Reza and Marjan’s advocates said the couple had followed the legal procedures for asylum seekers. Prior to 2025, it was unusual for asylum seekers to be detained while their cases were pending.

In November, Reza was granted “CAT withholding” rather than asylum, which meant he faced a threat of torture in Iran but was subject to deportation to a third country. Reza could appeal the decision.

His lawyers then filed a habeas petition in federal court, which led to his release, said Torosian. 

The release comes as the US has all but ended admission for international refugees other than white South Africans. And now the US is at war with Iran, with the Department of Homeland Security warning of Iranian “sleeper cells” in the US.

This past Sunday, Torosian was two points into a six-point sermon on Luke when he felt called to end his sermon and have the congregation pray.

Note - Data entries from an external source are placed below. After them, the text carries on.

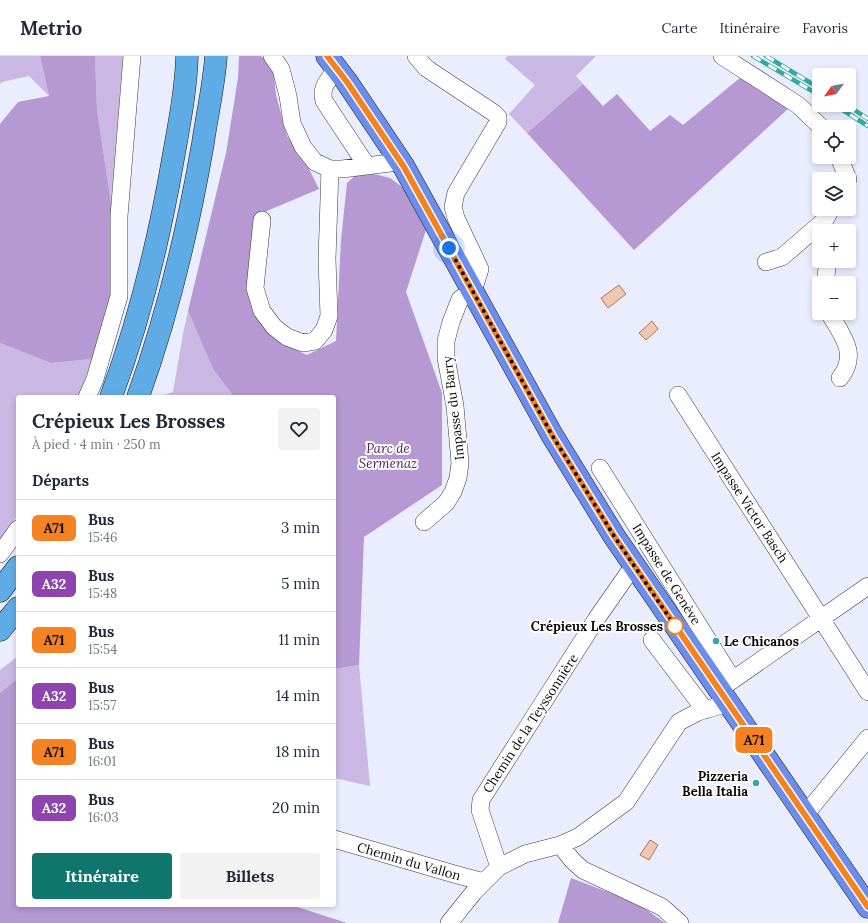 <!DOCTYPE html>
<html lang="fr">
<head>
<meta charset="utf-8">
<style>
  :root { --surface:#fff; --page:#f2f2f3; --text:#1f2937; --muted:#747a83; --line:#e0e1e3; --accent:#0f766e }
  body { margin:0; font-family:Lora,serif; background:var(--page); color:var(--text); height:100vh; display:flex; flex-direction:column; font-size:15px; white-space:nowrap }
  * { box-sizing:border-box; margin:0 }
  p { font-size:13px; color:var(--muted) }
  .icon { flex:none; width:22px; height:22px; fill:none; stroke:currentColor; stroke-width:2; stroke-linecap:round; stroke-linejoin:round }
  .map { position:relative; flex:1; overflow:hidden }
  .panel { position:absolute; left:16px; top:339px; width:320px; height:512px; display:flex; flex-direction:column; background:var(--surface); border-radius:4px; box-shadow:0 2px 6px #0003 }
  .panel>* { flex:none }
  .badge { padding:0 8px; border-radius:6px; font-size:14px; line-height:26px }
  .needle { width:26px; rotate:237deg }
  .fabs { position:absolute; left:812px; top:12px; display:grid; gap:8px }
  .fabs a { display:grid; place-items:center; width:44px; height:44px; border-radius:4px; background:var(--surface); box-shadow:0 2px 6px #0003; font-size:20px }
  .you { position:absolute; width:20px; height:20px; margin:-10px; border:3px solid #fff; border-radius:50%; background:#1a73e8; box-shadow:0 0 0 6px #1a73e833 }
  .map>.badge { position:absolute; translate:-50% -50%; box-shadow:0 0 0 2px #fff }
  h2 { padding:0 16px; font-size:15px; line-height:36px }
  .round { display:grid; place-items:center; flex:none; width:42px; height:42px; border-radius:4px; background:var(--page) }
  .summary { display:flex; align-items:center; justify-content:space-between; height:68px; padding:0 16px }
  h1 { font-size:19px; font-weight:700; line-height:30px }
  .button { display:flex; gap:8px; margin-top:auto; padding:8px 16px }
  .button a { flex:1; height:46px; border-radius:4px; background:var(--accent); color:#fff; font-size:16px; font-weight:700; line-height:46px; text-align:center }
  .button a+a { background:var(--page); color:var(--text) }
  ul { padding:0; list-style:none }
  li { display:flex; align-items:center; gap:12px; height:56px; padding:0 16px; border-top:1px solid var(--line) }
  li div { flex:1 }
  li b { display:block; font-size:15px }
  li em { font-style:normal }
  li .badge { min-width:44px; font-weight:700; text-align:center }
  header { display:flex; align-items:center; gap:24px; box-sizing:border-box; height:56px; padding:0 20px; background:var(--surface); border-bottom:1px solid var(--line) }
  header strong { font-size:19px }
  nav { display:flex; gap:22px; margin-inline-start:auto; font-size:14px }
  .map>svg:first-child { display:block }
  .green { fill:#cbb7e3 }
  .forest { fill:#b698d2 }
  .water { fill:#efc8b3; stroke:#be7042 }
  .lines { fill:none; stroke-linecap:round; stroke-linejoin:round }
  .minor-casing { stroke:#3d3d3d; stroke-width:18 }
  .major-casing { stroke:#1b1b1b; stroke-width:23 }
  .highway-casing { stroke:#1b1b1b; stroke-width:23 }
  .minor { stroke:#fff; stroke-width:17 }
  .major { stroke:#6c8dea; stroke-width:22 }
  .highway { stroke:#5fabe5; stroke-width:22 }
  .rail-casing { stroke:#32aaa2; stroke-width:4.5 }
  .rail { stroke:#fff; stroke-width:3; stroke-dasharray:9; stroke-linecap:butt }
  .line-casing { stroke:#fff; stroke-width:9 }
  .line { stroke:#f58220; stroke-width:6 }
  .walk { stroke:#0a0a0a; stroke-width:4; stroke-dasharray:0 7.2 }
  .stop-dot { fill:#fff; stroke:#f58220; stroke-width:2 }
  .poi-dot { fill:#32aaa2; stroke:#fff; stroke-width:1.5 }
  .labels { text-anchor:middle; stroke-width:4; stroke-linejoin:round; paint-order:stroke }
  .street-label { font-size:13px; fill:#0a0a0a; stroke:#fff }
  .park-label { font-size:13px; font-style:italic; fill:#4d2259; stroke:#fff }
  .stop-label { font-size:13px; font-weight:bold; fill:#0a0a0a; stroke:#fff; text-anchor:end }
  .poi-label { font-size:13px; font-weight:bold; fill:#0a0a0a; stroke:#fff; text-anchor:start }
</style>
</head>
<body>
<header>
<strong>Metrio</strong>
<nav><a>Carte</a><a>Itinéraire</a><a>Favoris</a></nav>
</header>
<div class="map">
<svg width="868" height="867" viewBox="0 0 868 867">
  <rect width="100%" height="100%" fill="#e9edfd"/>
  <path class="green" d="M0 0H40L49 40 29 20 2 26 0 28Z
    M95 0H123L111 147 97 54Z
    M507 0H596L576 20 583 28 527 77 509 58 535 29 505 3Z
    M188 255 213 313 234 341H157L173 336 183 278Z
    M0 287 51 307 92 303 79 341H18V459L0 486Z
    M18 600V622L0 637V614Z
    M359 609 370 730 334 722V613Z"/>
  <path class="forest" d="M40 0H95L97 54 111 147 113 230 92 303 51 307 0 287V68L18 46 49 40Z
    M239 0H261L273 11 276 39 287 80 306 107 319 133 255 160 252 249 278 285 307 299 336 285 341 184 347 127 357 118 366 116 390 122 397 127 403 132 426 174 406 236 442 337V429L364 481 359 609 334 613V341H234L213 313 188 255 226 97 238 22Z
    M741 21 789 52 634 194 527 77 583 28 603 50 617 38 650 75 670 59 683 69Z
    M18 622V849H291L347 867H0V637Z
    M571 822 637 847 665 867H558Z"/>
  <path class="water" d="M619 229 626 238 608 252 601 242Z
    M652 265 658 273 646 284 639 277Z
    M650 784 658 789 649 804 640 799Z"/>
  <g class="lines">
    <g class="minor-casing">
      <path id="minor" d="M272 0 281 13 288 40 292 67 303 91 315 106 330 113H342L390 107 399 104
        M416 0 426 12 494 57 498 61V66L456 137 453 151 456 162 480 213 473 235 460 243 451 266 446 285V302L455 350 460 407 458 422 453 436 446 447 424 466
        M722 0 798 49 821 71
        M337 12C329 24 320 30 324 45L367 110
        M839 101 848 123
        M262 164 255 232 262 255 274 271 287 281 303 287 315 285 324 274 329 260 327 203 330 113
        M766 206 782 201 825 164 831 153
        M825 227 828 205
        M829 257C842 279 859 298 840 322
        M678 339 868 636
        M87 341 95 323 119 240V160L132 0
        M600 412 733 624
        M0 498 18 473
        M652 584 705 654
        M724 630 868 530
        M805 759 868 682
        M334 783 454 818 484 826
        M560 789 573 805 583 814 662 851 680 867
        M499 811 480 754 481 744 597 562 634 509
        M449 867 474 836 499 811 525 798 560 789 578 781 626 746 679 666 698 656 728 647"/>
    </g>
    <g class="major-casing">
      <path id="major" d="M327 0 347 26 404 111 552 379 614 480 868 851"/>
    </g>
    <g class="highway-casing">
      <path id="highway" d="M111 341C140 263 159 184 173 103 179 69 186 34 187 0
        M138 341C168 258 188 174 203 87 207 59 214 29 216 0
        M0 535 18 511
        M0 574 18 552"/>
    </g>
    <use href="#minor" class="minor"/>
    <use href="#major" class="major"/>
    <use href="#highway" class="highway"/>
    <g class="rail-casing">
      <path id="rail" d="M753 0 819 39
        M766 0 819 32
        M835 49 868 70
        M847 49 868 63"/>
    </g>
    <use href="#rail" class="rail"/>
  </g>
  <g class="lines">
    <g class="line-casing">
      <path id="line" d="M327 0 347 26 404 111 552 379 614 480 868 851"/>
    </g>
    <use href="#line" class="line"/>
    <path class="walk" d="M449 192 552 379 614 480 675 570"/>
  </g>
  <circle class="stop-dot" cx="675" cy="570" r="8"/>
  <g class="poi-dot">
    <circle cx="716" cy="585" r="4"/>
    <circle cx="756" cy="727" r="4"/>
  </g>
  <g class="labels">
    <g class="street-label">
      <text transform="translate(453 352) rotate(-97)" y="5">Impasse du Barry</text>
      <text transform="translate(750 451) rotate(57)" y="5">Impasse Victor Basch</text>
      <text transform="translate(667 518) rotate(58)" y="5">Impasse de Genève</text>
      <text transform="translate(530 667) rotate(-57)" y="5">Chemin de la Teyssonnière</text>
      <text transform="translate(409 805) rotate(16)" y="5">Chemin du Vallon</text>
    </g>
    <g class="park-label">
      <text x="388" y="397">Parc de<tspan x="388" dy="15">Sermenaz</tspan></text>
    </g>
    <g class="stop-label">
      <text x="663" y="575">Crépieux Les Brosses</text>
    </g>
    <g class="poi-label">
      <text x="724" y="590">Le Chicanos</text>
      <text x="748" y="725" text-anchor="end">Pizzeria<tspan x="748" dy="15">Bella Italia</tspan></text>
    </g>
  </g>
</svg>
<div class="fabs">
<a><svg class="needle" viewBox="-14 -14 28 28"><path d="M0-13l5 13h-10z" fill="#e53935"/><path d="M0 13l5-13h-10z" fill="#747a83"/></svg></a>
<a><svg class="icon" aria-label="locate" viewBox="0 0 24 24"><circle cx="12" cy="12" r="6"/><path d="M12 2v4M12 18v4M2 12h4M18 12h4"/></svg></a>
<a><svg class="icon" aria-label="layers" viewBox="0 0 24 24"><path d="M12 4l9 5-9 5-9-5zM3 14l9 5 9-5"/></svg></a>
<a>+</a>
<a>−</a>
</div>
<div class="you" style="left:449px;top:192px"></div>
<b class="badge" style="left:754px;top:684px;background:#f58220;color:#111">A71</b>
<section class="panel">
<div class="summary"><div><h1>Crépieux Les Brosses</h1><p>À pied · 4 min · 250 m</p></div><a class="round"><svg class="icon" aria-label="heart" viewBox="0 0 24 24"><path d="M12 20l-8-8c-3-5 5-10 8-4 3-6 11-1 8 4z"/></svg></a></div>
<h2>Départs</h2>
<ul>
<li><span class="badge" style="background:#f58220;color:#111">A71</span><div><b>Bus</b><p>15:46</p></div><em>3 min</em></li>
<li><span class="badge" style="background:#8e44ad;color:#fff">A32</span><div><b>Bus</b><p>15:48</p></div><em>5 min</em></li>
<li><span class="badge" style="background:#f58220;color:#111">A71</span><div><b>Bus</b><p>15:54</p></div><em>11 min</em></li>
<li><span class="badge" style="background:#8e44ad;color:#fff">A32</span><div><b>Bus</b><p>15:57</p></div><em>14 min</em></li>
<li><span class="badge" style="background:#f58220;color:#111">A71</span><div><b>Bus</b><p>16:01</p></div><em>18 min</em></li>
<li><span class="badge" style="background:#8e44ad;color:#fff">A32</span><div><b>Bus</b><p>16:03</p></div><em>20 min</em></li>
</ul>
<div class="button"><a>Itinéraire</a><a>Billets</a></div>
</section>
</div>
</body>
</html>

Marjan prayed, along with another family with members in detention. They prayed for America, for Iran, and for detained Iranians, and people wept.

 “Usually my church is not an emotional church,” Torosian said. The next morning, Torosian heard from Reza’s lawyers. 

Upon news of his release, the church sent money to fly him from El Paso to Los Angeles. The church had already established a fund for Christian asylum seekers in need. Torosian said he told Reza he was proud of him for “being a light in that prison.” 

Torosian had promised Reza an Iranian meal on his release, which they scheduled for lunch together on Wednesday in Los Angeles. Torosian canceled his sermon on Sunday for the church to worship, praise God for Reza’s release, and celebrate the Iranian new year, Nowruz. 

“God did amazing things,” Torosian said.